# Forum Home Renovation Plastering  Cutting cornice with Mitre Saw

## patty

Help can anyone tell me what the angles are to be set on a drop mitre saw for cutting 90x 90 cove cornice?? 
Thanks
Patty

----------


## wheelinround

depends on mitre to be cut if its and inny or an outy

----------


## patty

Cheers Wheelinround I forgot to add that to the thread I need Both internal and external left and rights

----------


## Rod Dyson

You need to set the saw at 45 deg for both internal and external. 
The cornice has to sitting as it would in place.  The bed of the saw will be the ceiling, in other words the cornice is held upside down. 
When you mark the cornice the side that retains the line will be the external mitre and the side without will be the internal.  The edge that you mark the length will be on top and will be the edge that goes against the wall. 
Hope you can follow that. 
Cheers Rod

----------


## namtrak

Drop mitre saw? 
Rod may have more of an idea, but I would have thought a plasterers mitre box and hand saw would have been more practical and you wouldn't have the possibility of plaster dust seizing up your saw motor. 
That's all I have ever used. 
Cheers

----------


## montiee

I've done this job using a handsaw and I can honestly say that I believe if you approach this with an electric drop saw you will rip the plaster to pieces and cause a huge mess.
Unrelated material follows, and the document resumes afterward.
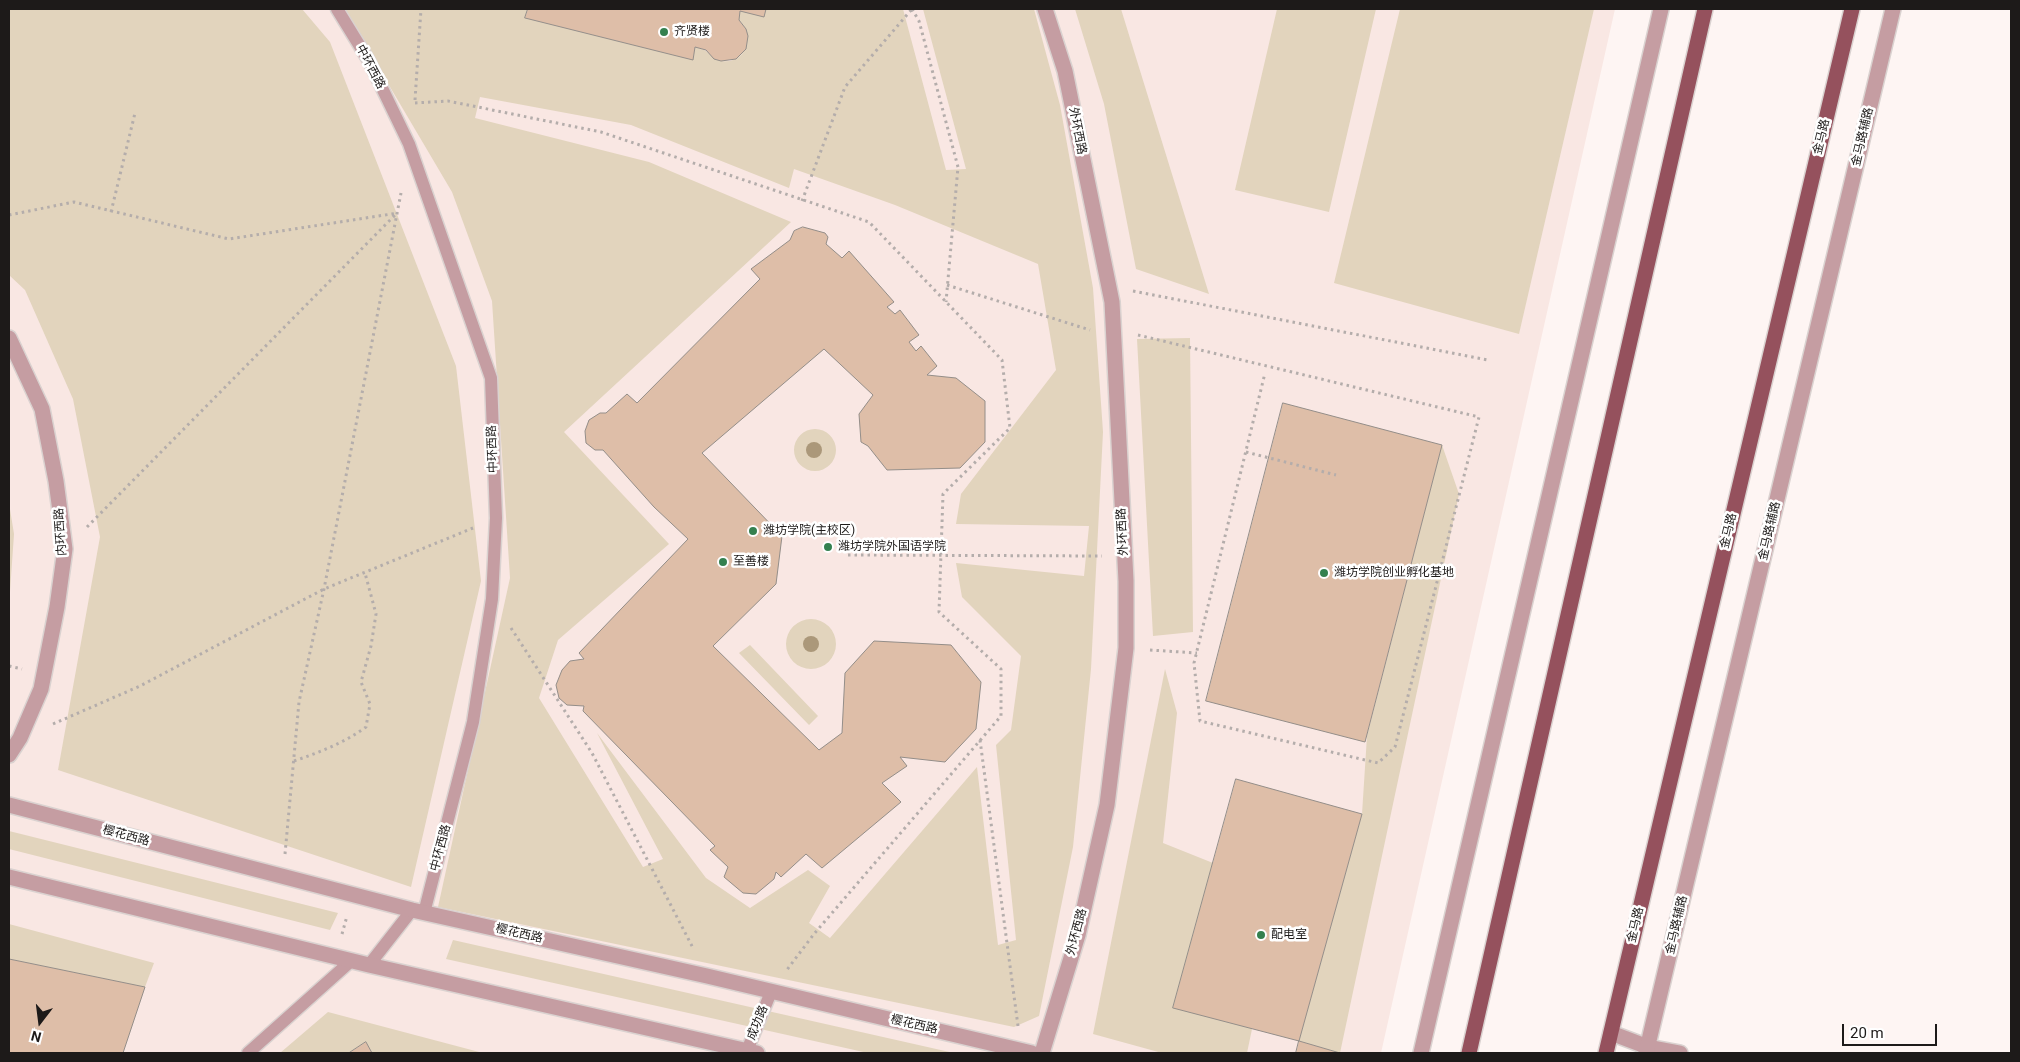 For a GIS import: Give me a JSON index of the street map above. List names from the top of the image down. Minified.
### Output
{"streets":{"main road":["金马路"],"street":["外环西路","金马路辅路","内环西路","樱花西路"],"lane":["中环西路","成功路"]},"crossings":[["中环西路","樱花西路"],["樱花西路","成功路"]],"places":["齐贤楼","潍坊学院(主校区)","潍坊学院外国语学院","至善楼","潍坊学院创业孵化基地","配电室"],"scale_bar":"20 m","north":"bottom"}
I guess it depends upon the cornices and how thick they are but when I was doing it it was gently gently with the handsaw.

----------


## patty

Thanks Rod I bought a 3 mtr piece from Bunnies yesterday and made an absolute abortion of the angles I even bought the gyprock mitremasta plastic template guide with no luck!!  
This is just standard every day 90x90 cove cornice the drop saw cuts it very neatly yes it creates a bit of dust but the cut is spot on... 
Ill give it a go and see if I can waste another piece of Cornice....

----------


## Rod Dyson

Have to agree I would not use a drop saw to cut cornice. A mitre box is better because it hold the cornice in position while you are cutting. 
The biggest mistake made by the DIY when trying to cut cornice is that they just lay it on its back and try to cut at 45deg. Both edges will match but you will have a giant hollowed out center.  The cornice must be turned up as it would sit in place with the wall member facing up.  All measurement need to be made on the wall member only.  
Cheers Rod

----------


## patty

The bed of the saw will be the ceiling, in other words the cornice is held upside down. 
Hi Rod now I'm not trying to be a smart ???? here and I hope this isn't a stupid question but is there a top and bottom to cornice is there.. or are you just using the above as a figure of speech.......... geezus I think Im going blonde!!

----------


## Rod Dyson

Figure of speech when it comes to 90mm cove as it is the same either way. 
What is important is to know that you are always marking the wall member and commence the cut from the wall member. 
This will also help you work out which direction to cut the mitre etc.   
It is of course more true when cutting decorative cornice that has a different profile on the wall and ceiling. 
Hope this clears this up. 
See this web page it might help. http://www.how2plaster.com/mim.html 
or http://www.how2plaster.com/bcc.html

----------


## Dean

Been there done that with a powered mitre saw... It was an old one and to be honest, it was a bit of a brain strain and dust everywhere!  
Ended up getting one of those Mitremasta things you said you purchased. These are simple to use, once you figure out how to use them. Took me a while to figure it out actually. There was a guide on their site but seems to have gone now. But basically the cornice gets referenced starting at the outer ends of each leg of the plastic tool, not at the apex, and the inside cove shape of the cornice (the side you actually see when its on the wall) is the side you reference the mitremasta against. 
Hope that is of some help.

----------